WHAT THIS TASK INVOLVES:
Type out the lines below exactly, from the first through the line holding "height:3px; margin-top:-1.5px; transform-origin:0;", and include no pictures.

Items listed in a dataset

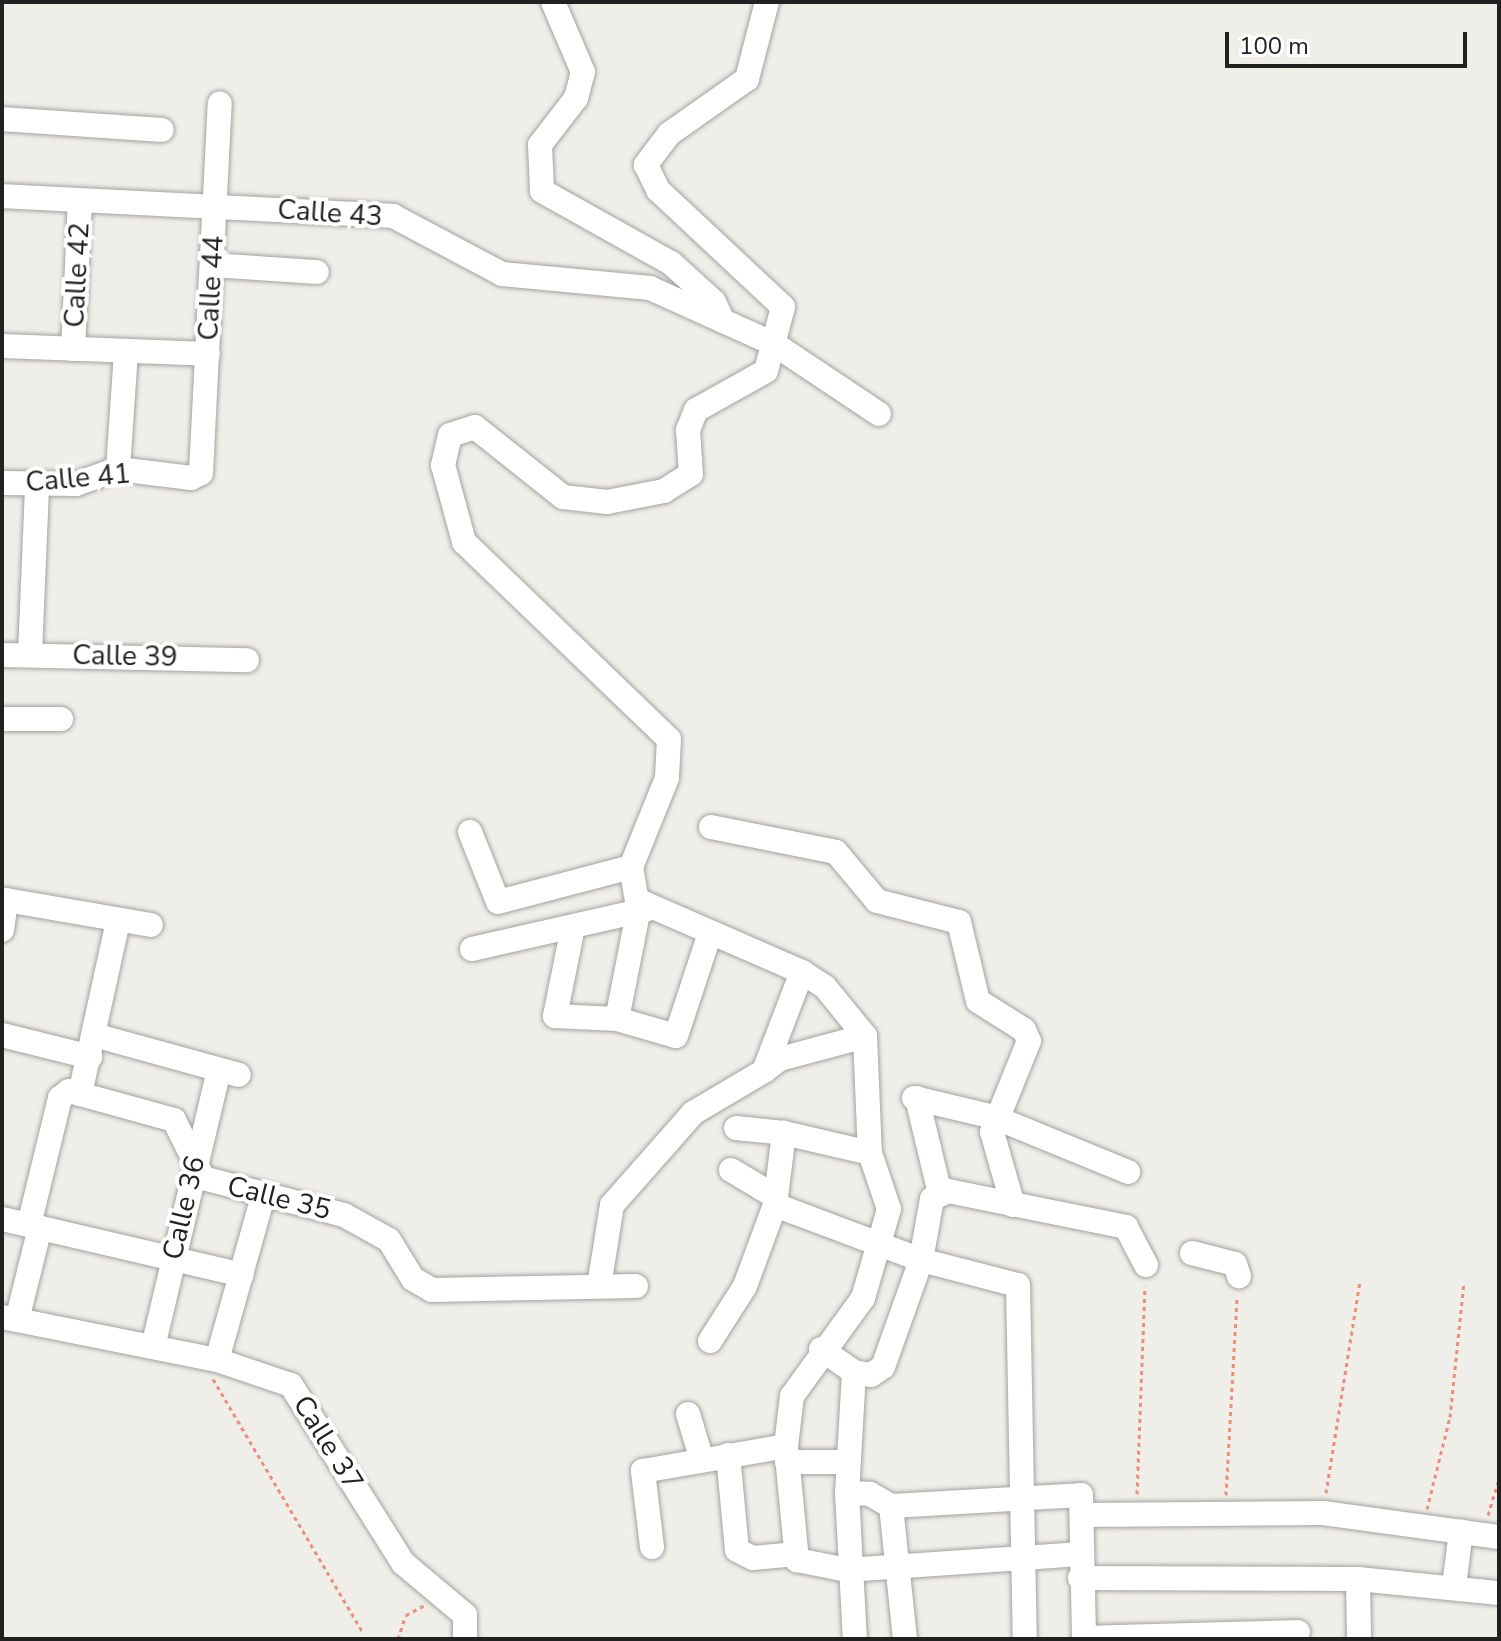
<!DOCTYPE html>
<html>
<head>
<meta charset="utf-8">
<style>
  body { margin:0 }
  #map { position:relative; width:1501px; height:1641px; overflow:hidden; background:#f0eee8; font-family:"Nunito Sans",sans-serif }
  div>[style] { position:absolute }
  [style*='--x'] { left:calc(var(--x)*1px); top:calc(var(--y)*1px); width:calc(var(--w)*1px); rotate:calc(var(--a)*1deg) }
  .path>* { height:3px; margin-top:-1.5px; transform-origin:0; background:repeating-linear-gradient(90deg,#ee8d7b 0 4px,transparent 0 8px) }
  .roads { filter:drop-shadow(0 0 2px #a2a2a2) drop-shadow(0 0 2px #a2a2a2) }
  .minor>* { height:24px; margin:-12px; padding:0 12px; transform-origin:12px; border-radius:12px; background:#fff }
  span { translate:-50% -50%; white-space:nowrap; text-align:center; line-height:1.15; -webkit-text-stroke:8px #fff; paint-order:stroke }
  .street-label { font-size:28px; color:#212121 }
  .frame { position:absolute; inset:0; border:4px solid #212121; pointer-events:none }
  .scale { position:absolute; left:1225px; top:32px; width:242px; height:36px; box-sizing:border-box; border:4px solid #212121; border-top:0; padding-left:10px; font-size:24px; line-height:28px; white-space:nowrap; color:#212121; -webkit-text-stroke:6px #fff; paint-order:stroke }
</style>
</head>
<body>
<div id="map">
  <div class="path">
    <i style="--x:213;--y:1379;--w:296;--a:59.4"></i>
    <i style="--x:1326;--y:1493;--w:215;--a:-80.9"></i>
    <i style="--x:1137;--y:1494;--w:208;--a:-87.8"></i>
    <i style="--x:1226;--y:1495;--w:199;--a:-86.8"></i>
    <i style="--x:1427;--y:1509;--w:95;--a:-76"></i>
    <i style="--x:1450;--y:1417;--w:136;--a:-84.1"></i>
    <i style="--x:1488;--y:1515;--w:39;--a:-73"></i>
    <i style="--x:345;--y:1639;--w:23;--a:0"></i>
    <i style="--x:398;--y:1639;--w:25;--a:-72"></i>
    <i style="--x:406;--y:1615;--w:21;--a:-28"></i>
  </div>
  <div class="roads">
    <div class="minor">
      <i style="--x:553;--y:2;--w:76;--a:66.8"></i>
      <i style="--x:583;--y:72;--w:27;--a:105"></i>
      <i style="--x:576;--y:98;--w:59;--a:127.5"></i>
      <i style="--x:540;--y:145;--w:46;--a:87.5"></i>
      <i style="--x:542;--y:191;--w:148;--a:29.2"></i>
      <i style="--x:671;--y:263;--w:58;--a:42.2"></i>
      <i style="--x:714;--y:302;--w:21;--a:65"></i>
      <i style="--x:767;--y:2;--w:80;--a:104.6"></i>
      <i style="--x:747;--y:79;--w:95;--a:144.8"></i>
      <i style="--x:669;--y:134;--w:39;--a:127"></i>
      <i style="--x:646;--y:165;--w:28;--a:64"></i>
      <i style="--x:658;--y:190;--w:171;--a:43.1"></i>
      <i style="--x:783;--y:307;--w:66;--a:104.9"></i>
      <i style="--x:766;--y:371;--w:80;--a:150.9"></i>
      <i style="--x:696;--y:410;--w:22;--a:112"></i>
      <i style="--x:688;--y:430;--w:44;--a:86.1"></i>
      <i style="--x:691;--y:474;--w:32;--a:148"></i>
      <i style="--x:664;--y:491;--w:58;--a:169.1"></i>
      <i style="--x:607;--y:502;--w:44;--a:-173.5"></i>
      <i style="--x:563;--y:497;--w:112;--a:-141.5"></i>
      <i style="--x:475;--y:427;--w:26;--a:162"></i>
      <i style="--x:450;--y:435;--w:31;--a:103"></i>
      <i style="--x:443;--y:465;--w:80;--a:74.7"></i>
      <i style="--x:464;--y:542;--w:284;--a:43.9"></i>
      <i style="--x:669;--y:739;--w:39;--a:93"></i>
      <i style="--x:667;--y:778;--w:96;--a:112"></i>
      <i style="--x:631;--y:867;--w:34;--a:80"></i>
      <i style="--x:637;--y:900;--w:180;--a:23.6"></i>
      <i style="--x:802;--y:972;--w:27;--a:33"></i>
      <i style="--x:825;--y:987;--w:63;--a:50.8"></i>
      <i style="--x:865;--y:1036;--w:117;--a:87.6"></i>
      <i style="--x:870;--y:1153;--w:59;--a:71.3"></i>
      <i style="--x:889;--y:1209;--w:93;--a:106.3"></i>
      <i style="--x:863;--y:1298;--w:121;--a:125.9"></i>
      <i style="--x:792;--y:1396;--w:50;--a:96.8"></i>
      <i style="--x:786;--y:1446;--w:115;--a:84.5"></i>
      <i style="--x:797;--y:1560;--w:51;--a:11.3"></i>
      <i style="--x:847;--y:1570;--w:234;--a:-3.9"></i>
      <i style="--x:2;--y:119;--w:160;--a:3.9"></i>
      <i style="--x:2;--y:196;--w:392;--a:2.9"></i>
      <i style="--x:393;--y:216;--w:123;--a:28"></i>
      <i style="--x:502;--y:274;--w:149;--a:5.4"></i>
      <i style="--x:650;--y:288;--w:136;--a:24.3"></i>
      <i style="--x:774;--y:344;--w:126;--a:33.7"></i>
      <i style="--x:213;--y:265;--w:104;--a:3.9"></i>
      <i style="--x:2;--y:346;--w:206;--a:2.2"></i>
      <i style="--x:73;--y:349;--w:149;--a:-87.3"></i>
      <i style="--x:118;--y:469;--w:118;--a:-86.1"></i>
      <i style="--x:2;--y:483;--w:74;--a:0.8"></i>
      <i style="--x:76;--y:484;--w:45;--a:-19.7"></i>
      <i style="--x:118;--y:469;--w:74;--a:7"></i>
      <i style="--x:191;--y:478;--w:11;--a:-27"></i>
      <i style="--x:201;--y:473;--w:370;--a:-87.1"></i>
      <i style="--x:2;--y:655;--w:245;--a:1.2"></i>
      <i style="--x:30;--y:655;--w:168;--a:-87.6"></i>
      <i style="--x:2;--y:719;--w:59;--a:0"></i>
      <i style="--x:711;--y:827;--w:127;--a:11.3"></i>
      <i style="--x:836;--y:852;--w:64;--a:50.1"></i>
      <i style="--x:877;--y:901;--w:85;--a:14.4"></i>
      <i style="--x:959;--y:922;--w:81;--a:76.5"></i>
      <i style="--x:978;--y:1001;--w:54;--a:32.2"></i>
      <i style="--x:1024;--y:1030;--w:12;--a:66"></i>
      <i style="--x:1029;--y:1041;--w:98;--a:112.1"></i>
      <i style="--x:992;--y:1132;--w:76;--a:74"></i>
      <i style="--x:470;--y:832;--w:75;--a:68.2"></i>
      <i style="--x:498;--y:902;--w:138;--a:-14.7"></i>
      <i style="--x:6;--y:900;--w:147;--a:9.8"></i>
      <i style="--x:573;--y:927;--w:91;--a:101.4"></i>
      <i style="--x:555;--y:1016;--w:62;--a:2.8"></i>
      <i style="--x:617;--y:1019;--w:108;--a:-78.8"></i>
      <i style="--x:2;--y:930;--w:30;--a:-82"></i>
      <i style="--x:472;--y:949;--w:180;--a:-12.8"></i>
      <i style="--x:617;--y:1019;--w:61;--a:16.1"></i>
      <i style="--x:676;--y:1036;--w:105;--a:-71.7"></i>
      <i style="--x:2;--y:1035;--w:91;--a:14"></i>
      <i style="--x:94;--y:1035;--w:150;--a:15.4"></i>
      <i style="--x:764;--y:1071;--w:20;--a:-37"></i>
      <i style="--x:780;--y:1059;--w:88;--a:-15.1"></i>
      <i style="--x:80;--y:1094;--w:177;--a:-77.6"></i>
      <i style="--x:914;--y:1098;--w:82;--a:13.4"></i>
      <i style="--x:994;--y:1117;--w:145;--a:22.3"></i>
      <i style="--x:917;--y:1098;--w:99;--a:76.5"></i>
      <i style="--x:736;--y:1128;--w:48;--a:5.9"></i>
      <i style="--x:731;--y:1170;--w:52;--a:31"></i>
      <i style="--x:775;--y:1205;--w:156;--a:20.6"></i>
      <i style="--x:921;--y:1260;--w:100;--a:14.5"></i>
      <i style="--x:1018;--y:1285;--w:354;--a:88.9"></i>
      <i style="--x:2;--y:1219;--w:246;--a:13.1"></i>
      <i style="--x:29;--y:1225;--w:131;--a:-76.3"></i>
      <i style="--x:60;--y:1098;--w:11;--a:-38"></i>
      <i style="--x:69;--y:1091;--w:109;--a:15.4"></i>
      <i style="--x:174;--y:1120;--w:65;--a:63.4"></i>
      <i style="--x:203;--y:1178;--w:146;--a:14.7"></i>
      <i style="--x:344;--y:1215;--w:51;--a:29.1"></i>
      <i style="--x:389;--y:1240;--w:46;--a:58.4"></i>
      <i style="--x:413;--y:1279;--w:22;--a:30"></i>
      <i style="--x:432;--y:1290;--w:204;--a:-1.1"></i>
      <i style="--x:1192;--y:1253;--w:44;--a:14.3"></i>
      <i style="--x:1235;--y:1264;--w:13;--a:72"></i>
      <i style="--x:599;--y:1286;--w:82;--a:-80.9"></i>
      <i style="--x:612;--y:1205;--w:123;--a:-48.6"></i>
      <i style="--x:693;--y:1113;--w:82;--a:-30.6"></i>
      <i style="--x:764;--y:1071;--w:106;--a:-69"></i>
      <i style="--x:2;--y:1317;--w:219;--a:11.3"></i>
      <i style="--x:217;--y:1360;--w:78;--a:18.7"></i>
      <i style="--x:291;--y:1385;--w:210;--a:57.8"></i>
      <i style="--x:403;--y:1563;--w:81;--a:40"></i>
      <i style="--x:465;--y:1615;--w:24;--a:90"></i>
      <i style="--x:17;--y:1320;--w:95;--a:-76"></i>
      <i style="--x:710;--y:1341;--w:65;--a:-57.5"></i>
      <i style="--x:745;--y:1286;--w:86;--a:-69.7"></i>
      <i style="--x:775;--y:1205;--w:73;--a:-82.9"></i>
      <i style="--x:784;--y:1133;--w:88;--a:13.1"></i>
      <i style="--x:153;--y:1347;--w:285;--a:-76.6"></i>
      <i style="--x:821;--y:1349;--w:40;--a:34.9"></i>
      <i style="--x:854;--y:1372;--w:17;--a:10"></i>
      <i style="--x:871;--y:1375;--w:14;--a:-34"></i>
      <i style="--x:883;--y:1367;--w:114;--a:-70.4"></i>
      <i style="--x:921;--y:1260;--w:62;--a:-79.8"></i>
      <i style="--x:932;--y:1199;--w:18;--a:-27"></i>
      <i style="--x:948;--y:1191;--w:182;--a:11.4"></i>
      <i style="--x:1126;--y:1227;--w:43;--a:62.2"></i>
      <i style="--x:217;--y:1360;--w:170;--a:-74.3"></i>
      <i style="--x:854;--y:1372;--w:121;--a:93.3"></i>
      <i style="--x:847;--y:1493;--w:146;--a:86.9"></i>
      <i style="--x:688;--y:1414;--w:48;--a:73.1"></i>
      <i style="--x:728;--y:1455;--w:95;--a:84.6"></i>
      <i style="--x:737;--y:1550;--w:18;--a:27"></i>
      <i style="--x:753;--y:1558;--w:43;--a:-5.3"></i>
      <i style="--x:787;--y:1462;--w:61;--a:0"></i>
      <i style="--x:847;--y:1493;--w:23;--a:2"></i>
      <i style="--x:870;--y:1494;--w:24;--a:30"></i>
      <i style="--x:891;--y:1506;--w:190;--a:-3.3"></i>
      <i style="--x:1081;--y:1495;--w:144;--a:88.8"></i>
      <i style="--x:891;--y:1506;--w:134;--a:84"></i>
      <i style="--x:1084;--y:1515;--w:239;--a:-0.5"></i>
      <i style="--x:1323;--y:1513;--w:178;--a:7.8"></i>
      <i style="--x:652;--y:1547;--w:77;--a:-96.8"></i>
      <i style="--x:643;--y:1471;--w:145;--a:-9.9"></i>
      <i style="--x:1080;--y:1578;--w:278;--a:0.2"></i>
      <i style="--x:1358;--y:1579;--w:142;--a:5.7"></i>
      <i style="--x:1358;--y:1579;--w:60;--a:89"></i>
      <i style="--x:1454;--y:1586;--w:55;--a:-82.7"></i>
      <i style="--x:1084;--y:1638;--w:214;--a:-1.6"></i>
    </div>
  </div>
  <div class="street-label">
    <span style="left:330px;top:213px;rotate:4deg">Calle 43</span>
    <span style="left:77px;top:275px;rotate:-87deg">Calle 42</span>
    <span style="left:211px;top:288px;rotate:-87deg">Calle 44</span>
    <span style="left:78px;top:478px;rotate:-5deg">Calle 41</span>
    <span style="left:125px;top:656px;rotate:1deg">Calle 39</span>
    <span style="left:279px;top:1198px;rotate:14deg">Calle 35</span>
    <span style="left:184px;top:1208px;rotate:-77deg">Calle 36</span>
    <span style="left:328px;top:1443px;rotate:58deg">Calle 37</span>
  </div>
  <div class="frame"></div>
  <div class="scale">100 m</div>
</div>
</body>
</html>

SOLUTION BELOW:
<!DOCTYPE html>
<html>
<head>
<meta charset="utf-8">
<style>
  body { margin:0 }
  #map { position:relative; width:1501px; height:1641px; overflow:hidden; background:#f0eee8; font-family:"Nunito Sans",sans-serif }
  div>[style] { position:absolute }
  [style*='--x'] { left:calc(var(--x)*1px); top:calc(var(--y)*1px); width:calc(var(--w)*1px); rotate:calc(var(--a)*1deg) }
  .path>* { height:3px; margin-top:-1.5px; transform-origin:0; background:repeating-linear-gradient(90deg,#ee8d7b 0 4px,transparent 0 8px) }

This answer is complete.